WHAT TO WORK ON |
The response must consist of each line in the listing that has the word "Braga" in it.

ENTRIES PROVIDED |

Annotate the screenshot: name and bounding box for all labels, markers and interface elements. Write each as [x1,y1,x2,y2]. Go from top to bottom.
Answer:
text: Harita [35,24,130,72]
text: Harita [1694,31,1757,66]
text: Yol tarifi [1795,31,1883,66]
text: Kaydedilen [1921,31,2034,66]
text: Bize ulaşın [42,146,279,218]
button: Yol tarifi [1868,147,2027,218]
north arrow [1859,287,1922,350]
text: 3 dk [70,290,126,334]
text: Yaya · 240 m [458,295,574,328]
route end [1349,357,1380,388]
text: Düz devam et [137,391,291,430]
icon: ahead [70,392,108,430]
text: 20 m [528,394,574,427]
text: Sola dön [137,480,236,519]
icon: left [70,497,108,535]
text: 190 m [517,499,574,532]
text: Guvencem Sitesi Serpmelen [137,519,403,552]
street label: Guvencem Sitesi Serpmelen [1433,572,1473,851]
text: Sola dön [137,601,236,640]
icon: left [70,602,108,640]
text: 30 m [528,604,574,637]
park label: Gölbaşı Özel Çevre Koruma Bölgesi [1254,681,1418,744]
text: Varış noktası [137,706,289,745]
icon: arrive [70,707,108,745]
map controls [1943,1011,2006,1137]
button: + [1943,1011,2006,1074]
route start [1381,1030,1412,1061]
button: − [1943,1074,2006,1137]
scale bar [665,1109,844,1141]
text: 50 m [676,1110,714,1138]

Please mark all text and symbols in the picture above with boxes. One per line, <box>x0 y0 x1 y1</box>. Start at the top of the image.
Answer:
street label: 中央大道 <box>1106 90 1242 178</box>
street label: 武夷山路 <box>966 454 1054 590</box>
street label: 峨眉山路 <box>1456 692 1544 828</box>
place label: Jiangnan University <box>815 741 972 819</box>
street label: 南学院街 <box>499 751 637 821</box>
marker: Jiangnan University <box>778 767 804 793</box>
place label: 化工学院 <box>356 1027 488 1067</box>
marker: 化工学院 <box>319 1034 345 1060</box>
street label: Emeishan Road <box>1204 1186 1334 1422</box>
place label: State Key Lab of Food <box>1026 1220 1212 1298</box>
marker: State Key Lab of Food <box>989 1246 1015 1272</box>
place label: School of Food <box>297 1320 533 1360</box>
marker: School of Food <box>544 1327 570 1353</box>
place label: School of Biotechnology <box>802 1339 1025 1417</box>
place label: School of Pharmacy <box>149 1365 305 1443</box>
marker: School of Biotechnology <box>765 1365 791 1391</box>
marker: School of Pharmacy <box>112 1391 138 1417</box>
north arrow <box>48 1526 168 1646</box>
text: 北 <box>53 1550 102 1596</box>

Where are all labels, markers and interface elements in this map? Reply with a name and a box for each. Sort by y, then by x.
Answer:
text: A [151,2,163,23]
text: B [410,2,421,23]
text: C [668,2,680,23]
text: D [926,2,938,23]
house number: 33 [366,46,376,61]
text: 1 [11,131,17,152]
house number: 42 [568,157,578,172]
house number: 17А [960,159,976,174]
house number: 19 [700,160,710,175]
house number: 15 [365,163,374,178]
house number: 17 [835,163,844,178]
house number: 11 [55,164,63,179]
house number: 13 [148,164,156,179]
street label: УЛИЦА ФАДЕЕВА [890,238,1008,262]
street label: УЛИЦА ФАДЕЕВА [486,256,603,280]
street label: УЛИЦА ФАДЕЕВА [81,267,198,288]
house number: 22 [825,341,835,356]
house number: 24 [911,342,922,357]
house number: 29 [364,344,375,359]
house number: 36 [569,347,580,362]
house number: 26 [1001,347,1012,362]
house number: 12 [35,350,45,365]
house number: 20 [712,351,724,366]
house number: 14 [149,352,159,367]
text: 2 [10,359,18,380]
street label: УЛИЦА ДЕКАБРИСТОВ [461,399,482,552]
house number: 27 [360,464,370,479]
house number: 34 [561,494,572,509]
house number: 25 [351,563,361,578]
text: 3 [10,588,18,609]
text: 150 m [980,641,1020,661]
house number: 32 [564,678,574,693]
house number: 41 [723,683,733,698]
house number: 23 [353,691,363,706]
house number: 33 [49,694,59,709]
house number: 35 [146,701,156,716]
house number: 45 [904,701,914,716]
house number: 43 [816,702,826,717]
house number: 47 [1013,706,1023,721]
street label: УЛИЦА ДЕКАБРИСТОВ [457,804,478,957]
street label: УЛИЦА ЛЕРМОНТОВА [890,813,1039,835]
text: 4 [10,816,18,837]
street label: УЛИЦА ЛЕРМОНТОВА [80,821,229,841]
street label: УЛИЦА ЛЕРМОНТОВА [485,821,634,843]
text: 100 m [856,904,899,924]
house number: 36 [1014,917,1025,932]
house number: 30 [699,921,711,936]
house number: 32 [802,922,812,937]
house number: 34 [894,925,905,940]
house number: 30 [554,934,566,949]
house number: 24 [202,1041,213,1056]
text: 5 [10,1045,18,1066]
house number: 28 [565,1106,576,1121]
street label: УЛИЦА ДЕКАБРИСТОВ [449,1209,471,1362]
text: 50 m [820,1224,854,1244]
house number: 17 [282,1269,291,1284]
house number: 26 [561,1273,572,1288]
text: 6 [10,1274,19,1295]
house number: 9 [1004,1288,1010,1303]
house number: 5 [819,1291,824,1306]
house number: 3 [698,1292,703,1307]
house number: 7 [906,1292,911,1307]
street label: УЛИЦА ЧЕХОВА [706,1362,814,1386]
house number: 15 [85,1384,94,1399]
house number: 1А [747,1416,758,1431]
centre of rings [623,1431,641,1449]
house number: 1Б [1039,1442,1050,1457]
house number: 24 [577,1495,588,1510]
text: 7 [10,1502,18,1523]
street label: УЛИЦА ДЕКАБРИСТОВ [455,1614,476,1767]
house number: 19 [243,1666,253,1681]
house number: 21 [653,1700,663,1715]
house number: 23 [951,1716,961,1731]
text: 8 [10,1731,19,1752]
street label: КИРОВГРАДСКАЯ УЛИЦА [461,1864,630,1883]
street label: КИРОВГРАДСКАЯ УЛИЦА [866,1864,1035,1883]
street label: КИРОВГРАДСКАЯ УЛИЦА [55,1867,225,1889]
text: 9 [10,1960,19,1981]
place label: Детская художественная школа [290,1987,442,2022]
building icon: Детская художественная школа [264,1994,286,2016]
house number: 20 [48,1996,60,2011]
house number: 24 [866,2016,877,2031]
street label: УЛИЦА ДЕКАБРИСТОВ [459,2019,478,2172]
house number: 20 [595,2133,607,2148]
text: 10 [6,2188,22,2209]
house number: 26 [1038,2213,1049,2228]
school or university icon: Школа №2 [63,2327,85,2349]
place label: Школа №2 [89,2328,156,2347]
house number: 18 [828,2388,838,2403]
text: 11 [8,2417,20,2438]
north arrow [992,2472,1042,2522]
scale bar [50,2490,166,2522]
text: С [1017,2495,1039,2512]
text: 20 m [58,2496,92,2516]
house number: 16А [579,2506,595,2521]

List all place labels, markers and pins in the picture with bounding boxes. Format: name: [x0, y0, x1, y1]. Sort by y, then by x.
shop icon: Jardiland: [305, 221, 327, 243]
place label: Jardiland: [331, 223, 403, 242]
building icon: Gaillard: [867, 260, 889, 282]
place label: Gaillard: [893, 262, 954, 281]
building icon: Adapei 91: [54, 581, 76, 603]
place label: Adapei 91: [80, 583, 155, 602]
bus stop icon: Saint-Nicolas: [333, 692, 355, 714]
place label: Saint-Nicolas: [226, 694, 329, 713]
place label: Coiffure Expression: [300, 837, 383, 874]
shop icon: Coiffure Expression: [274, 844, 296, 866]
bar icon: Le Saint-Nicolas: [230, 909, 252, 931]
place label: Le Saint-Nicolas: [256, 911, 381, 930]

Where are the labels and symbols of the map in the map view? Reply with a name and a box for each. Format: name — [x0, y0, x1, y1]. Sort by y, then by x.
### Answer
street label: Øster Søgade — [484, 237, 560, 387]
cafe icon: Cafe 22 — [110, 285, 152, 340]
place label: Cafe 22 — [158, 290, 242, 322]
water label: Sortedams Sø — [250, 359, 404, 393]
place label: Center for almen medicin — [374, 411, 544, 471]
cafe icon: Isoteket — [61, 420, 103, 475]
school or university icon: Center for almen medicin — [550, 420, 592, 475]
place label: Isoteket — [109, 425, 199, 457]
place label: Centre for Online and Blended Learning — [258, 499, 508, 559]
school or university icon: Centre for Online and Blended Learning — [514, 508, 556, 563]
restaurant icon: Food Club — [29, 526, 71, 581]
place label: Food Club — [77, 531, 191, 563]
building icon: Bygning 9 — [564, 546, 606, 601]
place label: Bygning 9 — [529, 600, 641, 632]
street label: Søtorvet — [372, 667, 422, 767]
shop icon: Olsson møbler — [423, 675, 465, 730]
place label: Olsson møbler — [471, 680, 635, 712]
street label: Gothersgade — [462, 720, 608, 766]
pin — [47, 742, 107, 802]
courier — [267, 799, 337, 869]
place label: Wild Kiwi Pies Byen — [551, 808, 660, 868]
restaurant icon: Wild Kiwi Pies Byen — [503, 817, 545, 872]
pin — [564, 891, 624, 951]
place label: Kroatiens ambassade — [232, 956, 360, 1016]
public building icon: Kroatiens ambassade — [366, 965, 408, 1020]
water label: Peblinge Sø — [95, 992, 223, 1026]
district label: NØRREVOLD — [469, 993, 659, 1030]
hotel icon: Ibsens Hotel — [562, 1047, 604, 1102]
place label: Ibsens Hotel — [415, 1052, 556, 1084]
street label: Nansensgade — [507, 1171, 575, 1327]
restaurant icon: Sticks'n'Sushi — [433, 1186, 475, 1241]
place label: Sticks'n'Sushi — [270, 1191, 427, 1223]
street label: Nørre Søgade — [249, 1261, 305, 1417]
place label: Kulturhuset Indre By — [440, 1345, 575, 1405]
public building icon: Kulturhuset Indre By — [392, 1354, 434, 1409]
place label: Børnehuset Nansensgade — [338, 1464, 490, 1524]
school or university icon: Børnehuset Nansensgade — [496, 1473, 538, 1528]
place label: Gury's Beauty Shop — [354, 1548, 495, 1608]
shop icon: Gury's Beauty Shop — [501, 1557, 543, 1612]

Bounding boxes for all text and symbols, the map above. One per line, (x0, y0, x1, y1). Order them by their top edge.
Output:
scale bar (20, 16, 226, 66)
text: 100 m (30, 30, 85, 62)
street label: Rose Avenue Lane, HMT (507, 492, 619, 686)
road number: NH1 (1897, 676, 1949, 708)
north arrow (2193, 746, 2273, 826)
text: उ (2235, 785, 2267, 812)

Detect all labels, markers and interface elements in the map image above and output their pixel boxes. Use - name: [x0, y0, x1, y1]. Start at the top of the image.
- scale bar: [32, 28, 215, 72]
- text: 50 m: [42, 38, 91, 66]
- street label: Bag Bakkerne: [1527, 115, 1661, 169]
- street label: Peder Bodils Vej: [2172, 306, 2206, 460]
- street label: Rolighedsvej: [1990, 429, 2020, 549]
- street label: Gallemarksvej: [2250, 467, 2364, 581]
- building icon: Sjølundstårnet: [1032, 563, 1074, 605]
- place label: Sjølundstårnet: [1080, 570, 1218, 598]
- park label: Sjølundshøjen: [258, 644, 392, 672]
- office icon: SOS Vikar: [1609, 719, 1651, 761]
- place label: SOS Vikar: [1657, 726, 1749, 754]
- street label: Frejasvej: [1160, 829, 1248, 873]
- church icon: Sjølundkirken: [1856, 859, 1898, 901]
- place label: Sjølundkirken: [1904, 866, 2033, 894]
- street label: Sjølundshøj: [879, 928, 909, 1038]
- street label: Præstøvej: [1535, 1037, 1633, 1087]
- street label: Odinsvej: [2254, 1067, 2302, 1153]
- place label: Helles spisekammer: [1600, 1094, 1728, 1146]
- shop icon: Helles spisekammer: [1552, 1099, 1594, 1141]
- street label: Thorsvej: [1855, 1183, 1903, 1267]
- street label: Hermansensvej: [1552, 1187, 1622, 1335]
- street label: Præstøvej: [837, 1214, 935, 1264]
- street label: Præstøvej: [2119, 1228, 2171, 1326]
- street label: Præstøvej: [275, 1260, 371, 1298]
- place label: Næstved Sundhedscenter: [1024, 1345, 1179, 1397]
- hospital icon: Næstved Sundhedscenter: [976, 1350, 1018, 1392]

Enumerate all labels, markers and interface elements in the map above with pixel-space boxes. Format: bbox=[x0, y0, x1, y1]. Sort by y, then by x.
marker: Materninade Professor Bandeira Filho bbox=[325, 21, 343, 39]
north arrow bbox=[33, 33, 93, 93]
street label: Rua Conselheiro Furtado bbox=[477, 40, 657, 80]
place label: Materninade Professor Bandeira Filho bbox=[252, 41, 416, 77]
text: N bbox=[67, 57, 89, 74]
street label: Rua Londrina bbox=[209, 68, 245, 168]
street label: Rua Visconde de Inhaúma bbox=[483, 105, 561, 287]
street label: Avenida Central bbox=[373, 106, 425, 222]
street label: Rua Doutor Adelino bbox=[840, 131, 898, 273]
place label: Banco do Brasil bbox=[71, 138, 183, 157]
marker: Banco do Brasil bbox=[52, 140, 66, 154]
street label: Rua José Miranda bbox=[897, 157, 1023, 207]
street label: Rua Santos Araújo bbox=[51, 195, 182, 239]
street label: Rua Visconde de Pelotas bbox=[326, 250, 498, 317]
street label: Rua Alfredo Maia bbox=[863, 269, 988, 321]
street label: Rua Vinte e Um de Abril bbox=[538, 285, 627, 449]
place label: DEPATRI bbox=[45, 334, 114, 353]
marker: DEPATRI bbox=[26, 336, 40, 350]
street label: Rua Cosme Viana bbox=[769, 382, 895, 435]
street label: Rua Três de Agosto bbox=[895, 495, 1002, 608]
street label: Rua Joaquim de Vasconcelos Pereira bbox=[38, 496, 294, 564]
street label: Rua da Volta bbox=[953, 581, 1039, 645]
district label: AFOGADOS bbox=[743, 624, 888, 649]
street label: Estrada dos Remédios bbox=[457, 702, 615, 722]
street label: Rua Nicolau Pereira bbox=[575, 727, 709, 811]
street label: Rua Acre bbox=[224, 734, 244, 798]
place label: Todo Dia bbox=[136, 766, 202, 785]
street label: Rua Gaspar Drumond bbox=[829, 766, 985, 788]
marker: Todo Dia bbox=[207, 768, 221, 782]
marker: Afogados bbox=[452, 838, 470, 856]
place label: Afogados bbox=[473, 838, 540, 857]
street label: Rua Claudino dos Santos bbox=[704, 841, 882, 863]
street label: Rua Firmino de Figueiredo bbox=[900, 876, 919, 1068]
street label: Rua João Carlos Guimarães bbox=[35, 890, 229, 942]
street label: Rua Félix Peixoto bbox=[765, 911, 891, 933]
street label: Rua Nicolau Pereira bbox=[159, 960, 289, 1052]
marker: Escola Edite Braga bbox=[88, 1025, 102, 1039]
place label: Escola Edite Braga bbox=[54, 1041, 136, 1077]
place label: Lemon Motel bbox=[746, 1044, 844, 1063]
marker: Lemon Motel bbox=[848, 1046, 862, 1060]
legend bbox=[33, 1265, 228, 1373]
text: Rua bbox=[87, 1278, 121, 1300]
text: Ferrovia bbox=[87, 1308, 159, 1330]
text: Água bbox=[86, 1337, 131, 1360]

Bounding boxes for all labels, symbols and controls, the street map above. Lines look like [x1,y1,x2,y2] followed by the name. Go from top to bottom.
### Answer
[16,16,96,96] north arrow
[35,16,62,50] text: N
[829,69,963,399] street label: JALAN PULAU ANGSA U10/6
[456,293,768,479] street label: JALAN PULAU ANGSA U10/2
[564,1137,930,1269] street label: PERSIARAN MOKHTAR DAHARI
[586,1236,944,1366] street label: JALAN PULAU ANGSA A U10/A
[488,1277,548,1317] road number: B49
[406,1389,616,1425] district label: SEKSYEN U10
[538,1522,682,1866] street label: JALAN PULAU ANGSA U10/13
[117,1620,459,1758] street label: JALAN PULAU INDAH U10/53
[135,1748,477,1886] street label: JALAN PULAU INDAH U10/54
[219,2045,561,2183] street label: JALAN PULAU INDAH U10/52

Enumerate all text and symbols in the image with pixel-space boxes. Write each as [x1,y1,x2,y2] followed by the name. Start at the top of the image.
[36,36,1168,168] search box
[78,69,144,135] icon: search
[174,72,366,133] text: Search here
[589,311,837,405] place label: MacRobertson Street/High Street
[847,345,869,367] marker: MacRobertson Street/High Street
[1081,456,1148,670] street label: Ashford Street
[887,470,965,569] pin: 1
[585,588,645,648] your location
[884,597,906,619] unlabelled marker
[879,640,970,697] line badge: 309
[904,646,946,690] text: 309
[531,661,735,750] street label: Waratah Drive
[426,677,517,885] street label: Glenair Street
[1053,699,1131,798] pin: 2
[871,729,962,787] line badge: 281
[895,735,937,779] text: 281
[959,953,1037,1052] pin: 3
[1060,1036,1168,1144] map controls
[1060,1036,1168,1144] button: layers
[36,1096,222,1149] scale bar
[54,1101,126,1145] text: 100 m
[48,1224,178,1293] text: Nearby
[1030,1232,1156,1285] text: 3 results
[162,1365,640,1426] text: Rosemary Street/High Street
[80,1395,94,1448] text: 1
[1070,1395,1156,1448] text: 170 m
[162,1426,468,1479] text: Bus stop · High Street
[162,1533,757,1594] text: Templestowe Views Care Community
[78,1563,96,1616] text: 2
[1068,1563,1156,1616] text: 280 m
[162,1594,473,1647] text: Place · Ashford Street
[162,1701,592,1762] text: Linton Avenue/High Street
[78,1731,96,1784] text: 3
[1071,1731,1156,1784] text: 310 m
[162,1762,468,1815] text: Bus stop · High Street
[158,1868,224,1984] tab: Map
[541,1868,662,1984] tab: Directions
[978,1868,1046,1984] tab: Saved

RESULT OF THE EXERCISE |
marker: Escola Edite Braga bbox=[88, 1025, 102, 1039]
place label: Escola Edite Braga bbox=[54, 1041, 136, 1077]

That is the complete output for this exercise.